Sur les marchés du crédit, même tendance : l’indice Bloomberg Barclays Global Aggregate gagne 4,1%, l’ICE BofAML Global Corporate (crédit global) progresse de 7,9% et l’indice haut rendement gagne 8,6%. Ils ont été aidés non seulement par la baisse des rendements obligataires, mais également par le repli des spreads de crédit (respectivement 56 et 166 points de base).
Depuis 2000, 2019 est la première année durant laquelle tant les marchés actions qu’obligataires progressent de concert.
Plus étonnant encore, l’or et les matières premières ont aussi profité de l’appétit des investisseurs. Le métal jaune affiche un gain de 18%, le pétrole bondit de 36% et l’indice S&P GSCI gagne près de 18%.

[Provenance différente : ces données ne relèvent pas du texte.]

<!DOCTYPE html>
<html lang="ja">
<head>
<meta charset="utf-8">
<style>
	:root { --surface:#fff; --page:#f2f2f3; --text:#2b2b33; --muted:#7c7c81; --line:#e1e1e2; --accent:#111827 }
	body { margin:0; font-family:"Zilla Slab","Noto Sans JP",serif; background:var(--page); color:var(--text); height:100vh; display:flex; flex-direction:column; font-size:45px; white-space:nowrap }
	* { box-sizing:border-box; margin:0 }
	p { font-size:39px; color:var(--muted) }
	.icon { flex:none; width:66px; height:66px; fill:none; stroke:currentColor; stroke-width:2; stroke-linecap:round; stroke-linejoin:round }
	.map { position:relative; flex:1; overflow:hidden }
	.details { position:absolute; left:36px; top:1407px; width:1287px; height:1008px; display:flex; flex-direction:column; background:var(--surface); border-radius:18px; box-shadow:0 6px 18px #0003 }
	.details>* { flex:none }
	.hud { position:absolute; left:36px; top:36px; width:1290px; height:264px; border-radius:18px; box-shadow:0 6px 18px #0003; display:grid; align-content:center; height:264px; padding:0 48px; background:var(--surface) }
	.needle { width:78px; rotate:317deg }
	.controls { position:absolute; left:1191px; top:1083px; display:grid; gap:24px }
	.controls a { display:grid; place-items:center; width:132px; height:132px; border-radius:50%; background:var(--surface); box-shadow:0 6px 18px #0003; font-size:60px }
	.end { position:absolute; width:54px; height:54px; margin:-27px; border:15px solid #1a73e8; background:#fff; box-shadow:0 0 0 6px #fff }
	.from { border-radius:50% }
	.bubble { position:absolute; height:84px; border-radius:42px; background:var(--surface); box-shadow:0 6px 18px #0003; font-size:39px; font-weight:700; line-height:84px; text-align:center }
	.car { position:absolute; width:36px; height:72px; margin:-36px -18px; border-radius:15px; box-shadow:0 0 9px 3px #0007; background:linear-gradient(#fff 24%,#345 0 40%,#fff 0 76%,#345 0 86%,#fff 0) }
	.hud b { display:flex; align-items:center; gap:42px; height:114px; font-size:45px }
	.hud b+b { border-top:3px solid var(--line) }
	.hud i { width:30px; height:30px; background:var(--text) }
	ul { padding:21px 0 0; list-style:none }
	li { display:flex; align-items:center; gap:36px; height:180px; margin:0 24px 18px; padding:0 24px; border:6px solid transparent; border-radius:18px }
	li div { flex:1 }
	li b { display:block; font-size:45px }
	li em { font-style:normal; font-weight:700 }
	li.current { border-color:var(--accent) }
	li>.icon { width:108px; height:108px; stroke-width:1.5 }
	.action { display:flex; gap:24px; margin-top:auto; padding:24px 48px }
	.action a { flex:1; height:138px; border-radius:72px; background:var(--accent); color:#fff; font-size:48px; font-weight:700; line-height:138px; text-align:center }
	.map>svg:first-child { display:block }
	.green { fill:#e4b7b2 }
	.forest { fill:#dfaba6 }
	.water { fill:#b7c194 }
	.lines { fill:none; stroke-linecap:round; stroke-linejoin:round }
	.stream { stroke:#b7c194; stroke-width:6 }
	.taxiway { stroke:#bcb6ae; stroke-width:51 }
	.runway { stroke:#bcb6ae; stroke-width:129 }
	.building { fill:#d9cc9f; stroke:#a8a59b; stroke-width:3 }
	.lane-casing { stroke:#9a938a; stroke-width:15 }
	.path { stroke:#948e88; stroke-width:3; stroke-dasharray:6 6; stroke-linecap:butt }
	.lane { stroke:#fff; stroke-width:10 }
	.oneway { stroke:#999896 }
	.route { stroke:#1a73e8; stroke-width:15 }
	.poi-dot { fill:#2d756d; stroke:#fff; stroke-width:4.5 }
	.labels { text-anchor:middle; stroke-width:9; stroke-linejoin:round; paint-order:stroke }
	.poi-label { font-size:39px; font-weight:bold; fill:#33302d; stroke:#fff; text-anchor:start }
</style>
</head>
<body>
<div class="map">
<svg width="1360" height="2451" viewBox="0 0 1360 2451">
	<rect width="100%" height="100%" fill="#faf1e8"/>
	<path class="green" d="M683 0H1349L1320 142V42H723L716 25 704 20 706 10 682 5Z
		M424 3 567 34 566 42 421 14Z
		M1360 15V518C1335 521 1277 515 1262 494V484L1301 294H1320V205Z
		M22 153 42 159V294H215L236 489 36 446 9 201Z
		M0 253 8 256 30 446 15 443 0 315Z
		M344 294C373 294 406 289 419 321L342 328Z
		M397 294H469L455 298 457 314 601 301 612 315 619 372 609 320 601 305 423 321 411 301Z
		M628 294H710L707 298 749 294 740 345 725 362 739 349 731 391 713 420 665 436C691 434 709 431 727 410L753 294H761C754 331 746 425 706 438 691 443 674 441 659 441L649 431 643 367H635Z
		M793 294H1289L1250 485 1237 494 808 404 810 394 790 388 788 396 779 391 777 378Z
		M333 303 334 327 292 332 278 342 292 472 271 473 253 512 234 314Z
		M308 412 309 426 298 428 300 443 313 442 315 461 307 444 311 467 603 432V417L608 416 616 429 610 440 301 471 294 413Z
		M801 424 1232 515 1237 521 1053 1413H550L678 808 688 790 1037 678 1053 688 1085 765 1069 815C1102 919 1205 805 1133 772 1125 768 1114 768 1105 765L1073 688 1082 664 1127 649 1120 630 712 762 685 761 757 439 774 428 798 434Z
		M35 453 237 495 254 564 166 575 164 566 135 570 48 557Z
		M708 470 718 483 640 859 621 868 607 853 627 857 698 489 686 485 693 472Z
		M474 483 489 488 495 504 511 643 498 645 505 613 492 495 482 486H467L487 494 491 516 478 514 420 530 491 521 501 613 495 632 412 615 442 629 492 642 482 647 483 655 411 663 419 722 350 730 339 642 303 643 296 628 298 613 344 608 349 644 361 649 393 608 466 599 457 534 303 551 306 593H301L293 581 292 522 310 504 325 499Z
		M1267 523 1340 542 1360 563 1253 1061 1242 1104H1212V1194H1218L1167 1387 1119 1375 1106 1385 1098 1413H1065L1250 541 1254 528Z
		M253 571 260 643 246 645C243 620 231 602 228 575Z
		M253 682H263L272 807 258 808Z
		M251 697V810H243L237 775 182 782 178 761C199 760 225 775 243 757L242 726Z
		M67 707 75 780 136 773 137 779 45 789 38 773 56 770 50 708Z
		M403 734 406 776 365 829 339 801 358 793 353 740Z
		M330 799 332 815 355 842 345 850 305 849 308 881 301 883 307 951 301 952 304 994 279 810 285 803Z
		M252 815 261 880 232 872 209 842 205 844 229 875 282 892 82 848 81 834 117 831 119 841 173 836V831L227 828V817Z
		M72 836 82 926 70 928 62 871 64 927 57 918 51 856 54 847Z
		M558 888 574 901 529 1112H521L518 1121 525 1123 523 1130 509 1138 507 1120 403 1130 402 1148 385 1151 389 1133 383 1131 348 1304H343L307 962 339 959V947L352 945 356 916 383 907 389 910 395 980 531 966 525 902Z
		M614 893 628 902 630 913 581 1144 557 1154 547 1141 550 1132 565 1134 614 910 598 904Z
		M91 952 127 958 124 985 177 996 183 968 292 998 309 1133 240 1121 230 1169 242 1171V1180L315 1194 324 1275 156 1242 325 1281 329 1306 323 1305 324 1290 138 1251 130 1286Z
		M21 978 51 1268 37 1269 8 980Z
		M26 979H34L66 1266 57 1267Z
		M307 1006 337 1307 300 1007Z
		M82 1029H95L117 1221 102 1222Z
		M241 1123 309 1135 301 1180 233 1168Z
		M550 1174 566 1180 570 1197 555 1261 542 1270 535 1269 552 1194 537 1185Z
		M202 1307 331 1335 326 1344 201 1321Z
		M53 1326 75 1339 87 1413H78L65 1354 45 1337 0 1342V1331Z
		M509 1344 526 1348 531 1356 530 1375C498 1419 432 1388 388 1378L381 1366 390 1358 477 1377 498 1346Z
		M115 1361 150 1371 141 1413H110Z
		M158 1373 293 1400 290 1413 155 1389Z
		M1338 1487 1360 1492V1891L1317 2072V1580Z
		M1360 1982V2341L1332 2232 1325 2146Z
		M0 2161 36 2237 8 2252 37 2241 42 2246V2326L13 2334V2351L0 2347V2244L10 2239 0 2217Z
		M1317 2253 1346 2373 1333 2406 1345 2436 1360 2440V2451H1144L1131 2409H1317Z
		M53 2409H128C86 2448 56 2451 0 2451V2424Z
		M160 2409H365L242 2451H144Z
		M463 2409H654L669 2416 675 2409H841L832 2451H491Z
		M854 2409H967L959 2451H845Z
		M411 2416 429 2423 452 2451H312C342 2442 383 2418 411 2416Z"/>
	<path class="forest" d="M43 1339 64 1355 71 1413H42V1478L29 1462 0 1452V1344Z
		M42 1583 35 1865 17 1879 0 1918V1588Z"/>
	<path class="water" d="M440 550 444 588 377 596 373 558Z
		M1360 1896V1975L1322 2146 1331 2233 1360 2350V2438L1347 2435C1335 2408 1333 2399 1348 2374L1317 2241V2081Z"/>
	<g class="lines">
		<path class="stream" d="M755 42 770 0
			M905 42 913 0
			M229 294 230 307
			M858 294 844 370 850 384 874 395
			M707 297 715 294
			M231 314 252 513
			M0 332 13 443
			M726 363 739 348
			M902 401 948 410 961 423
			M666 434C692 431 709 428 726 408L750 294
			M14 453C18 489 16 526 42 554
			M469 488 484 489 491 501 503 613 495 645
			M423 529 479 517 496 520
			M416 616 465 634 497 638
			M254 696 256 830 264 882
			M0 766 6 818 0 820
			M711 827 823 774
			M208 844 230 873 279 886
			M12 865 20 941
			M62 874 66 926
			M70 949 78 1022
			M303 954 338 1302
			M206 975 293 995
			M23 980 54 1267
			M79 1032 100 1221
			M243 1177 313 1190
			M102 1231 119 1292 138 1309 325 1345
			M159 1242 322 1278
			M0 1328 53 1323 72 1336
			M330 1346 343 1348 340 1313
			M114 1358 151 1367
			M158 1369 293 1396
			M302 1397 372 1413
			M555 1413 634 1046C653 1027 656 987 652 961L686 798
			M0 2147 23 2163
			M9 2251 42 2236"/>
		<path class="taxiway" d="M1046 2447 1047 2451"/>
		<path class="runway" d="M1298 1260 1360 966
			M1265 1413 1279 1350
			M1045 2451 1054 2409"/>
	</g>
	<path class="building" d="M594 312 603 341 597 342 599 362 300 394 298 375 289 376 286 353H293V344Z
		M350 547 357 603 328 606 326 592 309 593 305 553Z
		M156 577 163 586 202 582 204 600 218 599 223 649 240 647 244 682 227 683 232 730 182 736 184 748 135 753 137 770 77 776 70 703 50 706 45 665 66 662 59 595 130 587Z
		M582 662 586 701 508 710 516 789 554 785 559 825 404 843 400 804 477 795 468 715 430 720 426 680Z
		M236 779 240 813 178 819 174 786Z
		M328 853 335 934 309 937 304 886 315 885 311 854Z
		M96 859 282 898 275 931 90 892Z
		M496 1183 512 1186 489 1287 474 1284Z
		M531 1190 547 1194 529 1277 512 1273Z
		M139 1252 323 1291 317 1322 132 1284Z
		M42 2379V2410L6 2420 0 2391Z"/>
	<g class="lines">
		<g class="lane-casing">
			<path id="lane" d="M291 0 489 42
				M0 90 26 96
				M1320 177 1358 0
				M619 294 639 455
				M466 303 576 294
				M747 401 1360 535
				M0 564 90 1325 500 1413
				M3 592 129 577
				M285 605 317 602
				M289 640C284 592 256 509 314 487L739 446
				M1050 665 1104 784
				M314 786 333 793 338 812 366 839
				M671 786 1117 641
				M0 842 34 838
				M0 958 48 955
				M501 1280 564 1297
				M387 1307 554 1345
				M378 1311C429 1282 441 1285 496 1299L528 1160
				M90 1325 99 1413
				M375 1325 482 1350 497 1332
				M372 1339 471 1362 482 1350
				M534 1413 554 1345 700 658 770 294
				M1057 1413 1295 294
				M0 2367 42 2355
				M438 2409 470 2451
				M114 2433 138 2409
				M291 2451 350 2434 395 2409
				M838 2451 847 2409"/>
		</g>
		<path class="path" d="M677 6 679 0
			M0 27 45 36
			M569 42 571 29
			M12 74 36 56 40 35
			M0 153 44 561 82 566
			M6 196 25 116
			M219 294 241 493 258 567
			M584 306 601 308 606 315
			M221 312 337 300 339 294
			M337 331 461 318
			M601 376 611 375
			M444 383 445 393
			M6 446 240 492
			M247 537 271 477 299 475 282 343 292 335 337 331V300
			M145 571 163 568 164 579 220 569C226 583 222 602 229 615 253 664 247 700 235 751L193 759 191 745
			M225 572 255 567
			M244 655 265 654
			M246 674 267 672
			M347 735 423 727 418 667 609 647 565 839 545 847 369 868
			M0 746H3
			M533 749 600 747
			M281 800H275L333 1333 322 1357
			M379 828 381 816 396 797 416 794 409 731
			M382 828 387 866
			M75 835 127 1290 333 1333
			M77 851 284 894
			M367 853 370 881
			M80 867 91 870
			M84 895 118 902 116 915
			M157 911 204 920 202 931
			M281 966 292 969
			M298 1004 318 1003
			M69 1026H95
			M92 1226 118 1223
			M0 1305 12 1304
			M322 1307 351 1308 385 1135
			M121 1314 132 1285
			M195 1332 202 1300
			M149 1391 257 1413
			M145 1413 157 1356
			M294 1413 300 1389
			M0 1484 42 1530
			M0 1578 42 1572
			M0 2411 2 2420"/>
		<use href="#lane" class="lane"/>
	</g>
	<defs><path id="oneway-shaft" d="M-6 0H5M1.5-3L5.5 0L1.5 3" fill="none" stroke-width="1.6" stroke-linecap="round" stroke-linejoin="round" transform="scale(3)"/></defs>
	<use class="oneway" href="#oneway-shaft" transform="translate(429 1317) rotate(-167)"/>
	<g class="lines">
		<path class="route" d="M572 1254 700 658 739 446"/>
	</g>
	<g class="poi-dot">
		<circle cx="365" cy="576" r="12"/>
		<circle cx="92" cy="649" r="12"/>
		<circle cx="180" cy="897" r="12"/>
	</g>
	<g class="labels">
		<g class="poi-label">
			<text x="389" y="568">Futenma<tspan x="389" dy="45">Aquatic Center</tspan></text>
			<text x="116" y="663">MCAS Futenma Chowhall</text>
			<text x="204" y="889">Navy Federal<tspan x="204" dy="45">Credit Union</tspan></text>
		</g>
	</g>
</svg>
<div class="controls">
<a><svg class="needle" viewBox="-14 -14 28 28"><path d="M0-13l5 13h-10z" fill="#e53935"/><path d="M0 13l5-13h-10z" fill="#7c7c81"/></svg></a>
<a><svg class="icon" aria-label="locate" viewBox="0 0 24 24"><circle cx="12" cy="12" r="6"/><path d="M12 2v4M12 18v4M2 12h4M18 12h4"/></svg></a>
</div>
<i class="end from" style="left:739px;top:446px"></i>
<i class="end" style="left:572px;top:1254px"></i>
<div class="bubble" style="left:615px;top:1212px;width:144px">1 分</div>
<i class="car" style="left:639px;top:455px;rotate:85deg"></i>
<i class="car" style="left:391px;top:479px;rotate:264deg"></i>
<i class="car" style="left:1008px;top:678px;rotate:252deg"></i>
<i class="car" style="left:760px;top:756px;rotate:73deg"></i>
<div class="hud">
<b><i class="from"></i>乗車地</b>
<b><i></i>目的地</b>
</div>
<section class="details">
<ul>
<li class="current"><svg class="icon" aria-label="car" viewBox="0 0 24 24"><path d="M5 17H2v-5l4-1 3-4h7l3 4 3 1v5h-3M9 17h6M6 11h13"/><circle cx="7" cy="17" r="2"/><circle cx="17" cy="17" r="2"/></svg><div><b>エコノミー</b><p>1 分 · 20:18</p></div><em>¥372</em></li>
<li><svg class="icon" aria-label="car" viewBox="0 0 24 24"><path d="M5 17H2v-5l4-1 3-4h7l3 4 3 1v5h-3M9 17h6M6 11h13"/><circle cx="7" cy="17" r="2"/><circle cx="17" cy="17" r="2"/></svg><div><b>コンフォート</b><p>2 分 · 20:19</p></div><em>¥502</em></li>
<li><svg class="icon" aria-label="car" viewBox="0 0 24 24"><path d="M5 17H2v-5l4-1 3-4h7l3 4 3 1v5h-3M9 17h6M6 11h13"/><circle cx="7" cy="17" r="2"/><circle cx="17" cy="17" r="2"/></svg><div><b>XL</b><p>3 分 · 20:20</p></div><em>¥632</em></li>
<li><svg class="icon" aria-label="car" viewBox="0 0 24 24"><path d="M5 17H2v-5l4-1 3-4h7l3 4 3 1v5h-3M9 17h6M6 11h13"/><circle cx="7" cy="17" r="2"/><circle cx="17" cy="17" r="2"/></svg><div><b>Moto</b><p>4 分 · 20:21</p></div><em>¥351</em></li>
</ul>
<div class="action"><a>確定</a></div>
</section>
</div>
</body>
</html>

Seuls les indicateurs de volatilité, qui illustrent traditionnellement le rôle de thermomètre de l’aversion au risque, ont reculé de 47% et 49% (selon que l’on prend le VIX ou le VSTOXX).
L’explication de cette performance des marchés financiers n’est pas à mettre sur le compte de la santé de l’économie mondiale ou des fondamentaux des entreprises.
La croissance mondiale devrait se situer autour de 3% cette année, et devrait encore ralentir en 2020.
Les prévisions de résultats des entreprises n’ont cessé d’être revues à la baisse tout au long de 2019 et les prévisions pour 2020 sont, on le sait déjà, trop optimistes (attendues entre 8% et 9% selon les pays).
Elle est essentiellement liée à la psychologie des intervenants, qui ont fait preuve d’un regain d’optimisme alimenté non par les données réelles mais par l’action des banques centrales et d’une « levée » des incertitudes autour du risque politique, crystallisé par la guerre commerciale entre les Etats-Unis et la Chine.
Ce sont en effet les tensions commerciales et l’incapacité à trouver un début d’accord qui ont été l’une des principales sources d’incertitude et de volatilité (en particulier au cours de l’été).
Ce sont aussi les déclarations des banquiers centraux qui ont accumulé les signes d’interventionnisme (relance du « quantitative easing ») et pesé sur l’évolution des rendements des actifs peu ou pas risqués.
Cette politique très accommodante a contribué à pousser les investisseurs vers les actifs risqués et la recherche de rendement, quitte à rendre plus populaire des stratégies souvent peu ou pas liquides (private equity, infrastructures, dette privée…), le tout pour disposer d’une alternative à un vivier d’actifs sans risque n’offrant plus de rendement, voire un rendement négatif.
Mesuré à l’aune de l’histoire, les moteurs de cette performance des marchés financiers ne semble guère soutenable.
L’économie devra bien à un moment connaître une phase de ralentissement plus marqué voire de récession et les banques centrales devront retrouver des munitions pour intervenir quand le cycle n’ira plus dans le bon sens.
Combien d’investisseurs s’interrogent-ils de cet état de fait ? Le début de l’année 2020 donnera le ton. Mais il est à parier (ou à craindre) que compte tenu de la fin d’année particulièrement positive sur les marchés financiers, ces derniers ne poursuivent sur leur lancée pendant quelques temps encore.
Comme toujours, la correction viendra quand on s’y attendra le moins.